Guertin has purchased eight Michigan barns more than a century old. He finds planks with promise hidden among masses of termites and timbers. In this 21st century disposable age, he shuns the thought that most items are destined for the landfill. The barns he chooses have historical significance. One came from a thriving dairy farm, where a freshman Michigan Congressman by the name of Gerald R. Ford made good on a bet by milking cows there in 1948.
“Having made architectural scale models, I spent hours upon hours poring over old patterns, looking at pieces of Victorian architecture, Gothic design, which
are all quite lovely.”
— John Guertin
“We’ve saved a piece of history, and we’re bringing a new generation of native birds into the world by repurposing that material,” Guertin said.
Few 19th-century barn scraps go unused, according to Guertin, who incorporates them into his architectural designs. They become a steeple on a cathedral or a cupola on an English cottage. “Having made architectural scale models, I spent hours upon hours poring over old patterns, looking at pieces of Victorian architecture, Gothic design, which are all quite lovely,” he said.
Guertin’s handcrafted houses have garnered attention throughout the Midwest. “I love having John at our festivals,” said Amy Amdur, CEO and president of Amdur Productions, which puts on 30 juried art festivals throughout the Midwest. “He has a high level of engagement with the public. He’s always explaining what he does.”

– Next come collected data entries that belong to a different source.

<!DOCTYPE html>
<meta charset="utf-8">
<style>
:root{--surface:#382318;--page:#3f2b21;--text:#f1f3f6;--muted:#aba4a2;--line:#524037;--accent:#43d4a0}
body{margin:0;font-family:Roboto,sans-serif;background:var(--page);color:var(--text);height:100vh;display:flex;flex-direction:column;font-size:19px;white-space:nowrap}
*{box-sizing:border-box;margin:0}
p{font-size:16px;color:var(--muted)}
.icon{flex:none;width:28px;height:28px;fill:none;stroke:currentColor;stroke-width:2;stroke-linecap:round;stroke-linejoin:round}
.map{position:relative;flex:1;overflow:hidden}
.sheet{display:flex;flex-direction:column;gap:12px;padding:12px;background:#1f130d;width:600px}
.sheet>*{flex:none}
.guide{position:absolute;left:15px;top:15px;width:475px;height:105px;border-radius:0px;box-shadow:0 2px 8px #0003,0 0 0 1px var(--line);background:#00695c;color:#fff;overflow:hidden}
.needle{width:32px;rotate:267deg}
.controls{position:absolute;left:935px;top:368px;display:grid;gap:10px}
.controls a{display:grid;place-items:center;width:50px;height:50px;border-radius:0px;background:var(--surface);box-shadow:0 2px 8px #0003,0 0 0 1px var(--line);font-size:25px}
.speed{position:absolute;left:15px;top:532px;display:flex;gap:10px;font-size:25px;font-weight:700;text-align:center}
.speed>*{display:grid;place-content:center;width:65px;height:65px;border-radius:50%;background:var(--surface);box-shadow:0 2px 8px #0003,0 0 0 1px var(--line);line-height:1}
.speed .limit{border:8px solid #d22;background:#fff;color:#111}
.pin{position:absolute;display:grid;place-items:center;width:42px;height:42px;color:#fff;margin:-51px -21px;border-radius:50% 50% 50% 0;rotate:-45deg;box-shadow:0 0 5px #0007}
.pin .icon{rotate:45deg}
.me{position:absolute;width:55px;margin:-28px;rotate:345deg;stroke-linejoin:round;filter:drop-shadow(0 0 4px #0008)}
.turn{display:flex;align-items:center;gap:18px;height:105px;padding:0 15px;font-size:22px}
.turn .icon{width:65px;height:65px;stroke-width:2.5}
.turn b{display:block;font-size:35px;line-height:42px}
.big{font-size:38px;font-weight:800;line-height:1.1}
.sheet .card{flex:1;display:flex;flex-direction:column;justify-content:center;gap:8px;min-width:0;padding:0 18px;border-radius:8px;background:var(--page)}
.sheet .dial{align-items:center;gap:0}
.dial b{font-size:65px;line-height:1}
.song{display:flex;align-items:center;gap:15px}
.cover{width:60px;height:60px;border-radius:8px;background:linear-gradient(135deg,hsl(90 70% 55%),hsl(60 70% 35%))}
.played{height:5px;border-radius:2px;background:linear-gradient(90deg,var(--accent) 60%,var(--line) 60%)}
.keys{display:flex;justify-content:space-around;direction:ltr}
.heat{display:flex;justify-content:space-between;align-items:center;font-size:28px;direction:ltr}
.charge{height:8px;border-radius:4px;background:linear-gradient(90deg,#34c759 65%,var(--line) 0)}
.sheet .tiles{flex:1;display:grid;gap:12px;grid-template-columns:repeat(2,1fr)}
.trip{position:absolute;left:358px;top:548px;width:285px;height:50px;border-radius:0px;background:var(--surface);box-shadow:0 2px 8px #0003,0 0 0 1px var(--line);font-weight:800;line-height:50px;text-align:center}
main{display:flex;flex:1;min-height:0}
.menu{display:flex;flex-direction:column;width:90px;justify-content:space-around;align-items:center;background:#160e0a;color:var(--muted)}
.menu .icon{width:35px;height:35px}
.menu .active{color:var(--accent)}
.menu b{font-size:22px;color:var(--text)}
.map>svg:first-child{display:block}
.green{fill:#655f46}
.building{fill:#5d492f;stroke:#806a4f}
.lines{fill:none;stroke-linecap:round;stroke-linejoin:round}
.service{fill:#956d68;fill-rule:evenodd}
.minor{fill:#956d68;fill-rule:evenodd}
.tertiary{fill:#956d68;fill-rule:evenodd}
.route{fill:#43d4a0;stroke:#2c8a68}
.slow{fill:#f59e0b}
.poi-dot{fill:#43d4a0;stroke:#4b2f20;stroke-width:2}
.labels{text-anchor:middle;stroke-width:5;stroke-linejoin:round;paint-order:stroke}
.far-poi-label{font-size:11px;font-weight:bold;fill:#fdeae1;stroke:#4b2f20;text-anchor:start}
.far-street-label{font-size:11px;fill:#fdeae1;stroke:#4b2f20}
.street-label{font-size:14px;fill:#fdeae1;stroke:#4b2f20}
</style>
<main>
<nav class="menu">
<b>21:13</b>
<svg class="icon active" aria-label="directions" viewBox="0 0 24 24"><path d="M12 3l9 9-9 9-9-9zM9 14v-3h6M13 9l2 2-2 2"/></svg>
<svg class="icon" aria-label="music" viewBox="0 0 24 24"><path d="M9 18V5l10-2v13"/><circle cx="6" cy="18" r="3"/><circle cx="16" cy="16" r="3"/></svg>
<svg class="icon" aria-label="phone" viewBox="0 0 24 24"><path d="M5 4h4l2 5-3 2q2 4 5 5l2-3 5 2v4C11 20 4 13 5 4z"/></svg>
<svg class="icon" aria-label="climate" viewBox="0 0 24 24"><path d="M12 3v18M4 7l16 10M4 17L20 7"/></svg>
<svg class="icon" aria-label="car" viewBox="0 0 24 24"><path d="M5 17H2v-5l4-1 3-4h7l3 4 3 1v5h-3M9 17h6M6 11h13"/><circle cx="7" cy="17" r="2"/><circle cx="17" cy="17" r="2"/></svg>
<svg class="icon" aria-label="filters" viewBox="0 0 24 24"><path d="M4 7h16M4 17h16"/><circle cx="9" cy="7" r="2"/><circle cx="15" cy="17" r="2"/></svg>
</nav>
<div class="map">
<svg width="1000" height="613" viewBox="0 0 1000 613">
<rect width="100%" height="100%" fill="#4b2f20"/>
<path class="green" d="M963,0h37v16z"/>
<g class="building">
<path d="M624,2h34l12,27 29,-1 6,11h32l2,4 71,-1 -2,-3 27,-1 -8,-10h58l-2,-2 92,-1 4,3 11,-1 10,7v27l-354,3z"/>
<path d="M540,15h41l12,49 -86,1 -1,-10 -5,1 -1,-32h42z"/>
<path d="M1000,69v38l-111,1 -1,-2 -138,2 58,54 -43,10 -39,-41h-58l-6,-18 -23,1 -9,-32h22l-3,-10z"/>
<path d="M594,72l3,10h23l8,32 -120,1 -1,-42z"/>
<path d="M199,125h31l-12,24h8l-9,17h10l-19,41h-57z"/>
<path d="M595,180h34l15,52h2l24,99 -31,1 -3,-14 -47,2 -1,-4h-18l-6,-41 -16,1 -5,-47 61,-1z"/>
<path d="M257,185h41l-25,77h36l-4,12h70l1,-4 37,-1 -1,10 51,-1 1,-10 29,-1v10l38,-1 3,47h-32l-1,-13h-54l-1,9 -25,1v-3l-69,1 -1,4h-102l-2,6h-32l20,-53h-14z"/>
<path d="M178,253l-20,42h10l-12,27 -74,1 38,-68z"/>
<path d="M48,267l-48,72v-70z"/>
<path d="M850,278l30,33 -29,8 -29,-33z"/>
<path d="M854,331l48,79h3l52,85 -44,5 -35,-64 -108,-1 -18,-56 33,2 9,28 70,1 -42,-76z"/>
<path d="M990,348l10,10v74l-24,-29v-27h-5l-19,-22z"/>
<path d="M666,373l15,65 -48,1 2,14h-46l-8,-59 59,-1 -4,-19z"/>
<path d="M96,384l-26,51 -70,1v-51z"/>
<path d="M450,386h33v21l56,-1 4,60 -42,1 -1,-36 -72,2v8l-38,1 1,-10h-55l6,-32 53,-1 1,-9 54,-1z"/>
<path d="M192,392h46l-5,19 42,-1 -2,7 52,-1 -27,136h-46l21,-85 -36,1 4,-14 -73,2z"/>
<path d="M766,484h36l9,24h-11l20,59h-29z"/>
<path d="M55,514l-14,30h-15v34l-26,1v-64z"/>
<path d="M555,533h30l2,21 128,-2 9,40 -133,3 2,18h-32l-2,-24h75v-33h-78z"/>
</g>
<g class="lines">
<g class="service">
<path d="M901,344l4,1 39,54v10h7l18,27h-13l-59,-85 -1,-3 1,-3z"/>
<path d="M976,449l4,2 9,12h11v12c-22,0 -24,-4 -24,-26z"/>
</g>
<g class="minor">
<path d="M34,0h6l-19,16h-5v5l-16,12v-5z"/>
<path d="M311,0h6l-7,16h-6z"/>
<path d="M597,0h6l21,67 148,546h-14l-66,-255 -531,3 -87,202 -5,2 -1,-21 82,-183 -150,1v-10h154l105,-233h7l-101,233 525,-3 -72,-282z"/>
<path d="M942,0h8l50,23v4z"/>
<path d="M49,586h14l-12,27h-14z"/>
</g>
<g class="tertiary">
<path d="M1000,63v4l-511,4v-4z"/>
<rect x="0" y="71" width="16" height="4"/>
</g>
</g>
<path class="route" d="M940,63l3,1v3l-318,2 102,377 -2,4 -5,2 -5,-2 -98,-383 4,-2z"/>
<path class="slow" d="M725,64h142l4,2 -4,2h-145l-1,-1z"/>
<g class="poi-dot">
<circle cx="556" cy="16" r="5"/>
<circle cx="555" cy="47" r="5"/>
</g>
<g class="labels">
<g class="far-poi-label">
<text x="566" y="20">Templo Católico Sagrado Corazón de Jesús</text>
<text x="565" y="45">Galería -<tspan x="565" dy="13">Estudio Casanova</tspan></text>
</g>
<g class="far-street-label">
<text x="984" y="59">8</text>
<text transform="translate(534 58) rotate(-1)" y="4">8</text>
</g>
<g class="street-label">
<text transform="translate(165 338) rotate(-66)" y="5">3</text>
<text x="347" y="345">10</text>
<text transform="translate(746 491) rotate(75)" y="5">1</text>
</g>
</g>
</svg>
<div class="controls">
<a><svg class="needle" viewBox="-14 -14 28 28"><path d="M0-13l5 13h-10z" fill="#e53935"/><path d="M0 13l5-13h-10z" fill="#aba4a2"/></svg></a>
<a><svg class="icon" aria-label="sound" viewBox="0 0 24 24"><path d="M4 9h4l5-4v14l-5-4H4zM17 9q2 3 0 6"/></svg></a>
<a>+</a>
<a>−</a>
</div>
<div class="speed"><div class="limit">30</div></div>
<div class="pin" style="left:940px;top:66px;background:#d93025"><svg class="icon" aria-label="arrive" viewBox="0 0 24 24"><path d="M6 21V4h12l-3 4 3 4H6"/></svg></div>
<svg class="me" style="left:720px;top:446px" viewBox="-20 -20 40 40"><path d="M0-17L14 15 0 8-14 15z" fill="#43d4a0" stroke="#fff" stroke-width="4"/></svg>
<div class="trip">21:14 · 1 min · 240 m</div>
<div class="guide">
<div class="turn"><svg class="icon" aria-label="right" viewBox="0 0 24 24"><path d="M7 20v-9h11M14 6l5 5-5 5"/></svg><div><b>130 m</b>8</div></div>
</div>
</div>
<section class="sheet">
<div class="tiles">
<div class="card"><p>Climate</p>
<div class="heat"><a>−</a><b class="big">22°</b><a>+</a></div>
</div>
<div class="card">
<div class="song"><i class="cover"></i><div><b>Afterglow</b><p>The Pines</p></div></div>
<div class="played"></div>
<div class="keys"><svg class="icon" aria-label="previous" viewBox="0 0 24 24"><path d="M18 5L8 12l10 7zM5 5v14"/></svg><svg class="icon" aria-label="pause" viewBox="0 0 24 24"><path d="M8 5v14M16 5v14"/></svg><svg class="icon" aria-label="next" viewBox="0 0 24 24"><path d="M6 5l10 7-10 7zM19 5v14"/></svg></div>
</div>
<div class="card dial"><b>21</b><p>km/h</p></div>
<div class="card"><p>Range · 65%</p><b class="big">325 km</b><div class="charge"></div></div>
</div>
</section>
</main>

Guertin enjoys that engagement. “I do a lot of shows in Illinois and talk to thousands of people about what it’s like out there on the farm, the wonders of barn construction, the historical view and how even a small thing like a birdhouse is making a statement about history.”
In his workshop, Guertin runs his calloused hands over rough-hewn timbers, nodding approvingly, almost a genuflection. “Aw jeez,” he opined. “That wood’s been hanging out there for 120 years. Look at it. It’s the signature of the Almighty’s hand in that. And it’s still going strong.”
He sees holiness in that history — a vision that allows the beauty and age of restored barn wood to once again house nature’s delicate creatures.